RE: [PATCH v2 1/2] PCI: hv: Fix the PCI HyperV probe failure path to release resource properly

From: Wei Hu
Date: Wed May 06 2020 - 09:21:44 EST


Thanks for your email. See my comments inline.

> -----Original Message-----
> From: Lorenzo Pieralisi <lorenzo.pieralisi@xxxxxxx>
> Sent: Wednesday, May 6, 2020 7:10 PM
> To: Wei Hu <weh@xxxxxxxxxxxxx>
> Cc: KY Srinivasan <kys@xxxxxxxxxxxxx>; Haiyang Zhang
> <haiyangz@xxxxxxxxxxxxx>; Stephen Hemminger <sthemmin@xxxxxxxxxxxxx>;
> wei.liu@xxxxxxxxxx; robh@xxxxxxxxxx; bhelgaas@xxxxxxxxxx; linux-
> hyperv@xxxxxxxxxxxxxxx; linux-pci@xxxxxxxxxxxxxxx; linux-
> kernel@xxxxxxxxxxxxxxx; Dexuan Cui <decui@xxxxxxxxxxxxx>; Michael Kelley
> <mikelley@xxxxxxxxxxxxx>
> Subject: Re: [PATCH v2 1/2] PCI: hv: Fix the PCI HyperV probe failure path to
> release resource properly
>
> On Wed, May 06, 2020 at 05:36:46AM +0000, Wei Hu wrote:
> > Hi Lorenzo,
> >
> > Thanks for your review. Please see my comments inline.
> >
> > > -----Original Message-----
> > > From: Lorenzo Pieralisi <lorenzo.pieralisi@xxxxxxx>
> > > Sent: Tuesday, May 5, 2020 11:03 PM
> > > To: Wei Hu <weh@xxxxxxxxxxxxx>
> > > Cc: KY Srinivasan <kys@xxxxxxxxxxxxx>; Haiyang Zhang
> > > <haiyangz@xxxxxxxxxxxxx>; Stephen Hemminger
> > > <sthemmin@xxxxxxxxxxxxx>; wei.liu@xxxxxxxxxx; robh@xxxxxxxxxx;
> > > bhelgaas@xxxxxxxxxx; linux- hyperv@xxxxxxxxxxxxxxx;
> > > linux-pci@xxxxxxxxxxxxxxx; linux- kernel@xxxxxxxxxxxxxxx; Dexuan Cui
> > > <decui@xxxxxxxxxxxxx>; Michael Kelley <mikelley@xxxxxxxxxxxxx>
> > > Subject: Re: [PATCH v2 1/2] PCI: hv: Fix the PCI HyperV probe
> > > failure path to release resource properly
> > >
> > > On Fri, May 01, 2020 at 01:36:17PM +0800, Wei Hu wrote:
> > > > Some error cases in hv_pci_probe() were not handled. Fix these
> > > > error paths to release the resourses and clean up the state properly.
> > >
> > > This patch does more than that. It adds a variable to store the
> > > number of slots actually allocated - I presume to free only allocated on slots
> on the exit path.
> > >
> > > Two patches required I am afraid.
> >
> > Well, adding this variable is needed to make the call of "(void)
> hv_pci_bus_exit(hdev, true)"
>
> I don't understand why - it is not clear from the commit log and the code,
> please explain it since it is not obvious.
>
Hv_pci_bus_exit() calls hv_send_resources_released() to release all child resources.
These child resources were allocated in hv_send_resources_allocated().
Hv_send_resources_allocated() could fail in the middle, leaving some child resources
allocated and rest not. Without adding this variable to record the highest slot number that
resource has been successfully allocated, calling hv_send_resources_released() could
cause spurious resource release requests being sent to hypervisor.

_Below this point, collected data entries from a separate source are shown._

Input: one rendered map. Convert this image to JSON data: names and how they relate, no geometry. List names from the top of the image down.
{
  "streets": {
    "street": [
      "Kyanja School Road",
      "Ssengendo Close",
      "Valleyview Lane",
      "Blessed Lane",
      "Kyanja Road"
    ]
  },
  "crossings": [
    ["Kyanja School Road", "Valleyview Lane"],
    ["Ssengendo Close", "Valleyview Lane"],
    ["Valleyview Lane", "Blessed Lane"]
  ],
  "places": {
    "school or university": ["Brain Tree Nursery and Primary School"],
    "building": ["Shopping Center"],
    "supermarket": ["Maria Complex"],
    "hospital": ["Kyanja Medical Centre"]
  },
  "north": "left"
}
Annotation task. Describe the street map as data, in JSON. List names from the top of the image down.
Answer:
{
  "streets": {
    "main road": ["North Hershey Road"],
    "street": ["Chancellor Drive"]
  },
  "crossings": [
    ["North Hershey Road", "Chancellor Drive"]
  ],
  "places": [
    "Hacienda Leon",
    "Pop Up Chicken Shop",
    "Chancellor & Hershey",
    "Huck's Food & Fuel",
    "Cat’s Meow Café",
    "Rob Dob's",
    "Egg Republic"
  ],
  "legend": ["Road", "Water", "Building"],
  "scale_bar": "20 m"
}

This had been fine since hv_pci_bus_exit() was never called in error path before this patch was
introduced. To add this call to clean the pci state in the error path, we need to know the starting
point in child device that resource has not been allocated. Hence this variable
is used in hv_send_resources_allocated() to record this point and in
hv_send_resource_released() to start deallocating child resources.

I can add to the commit log if you are fine with this explanation.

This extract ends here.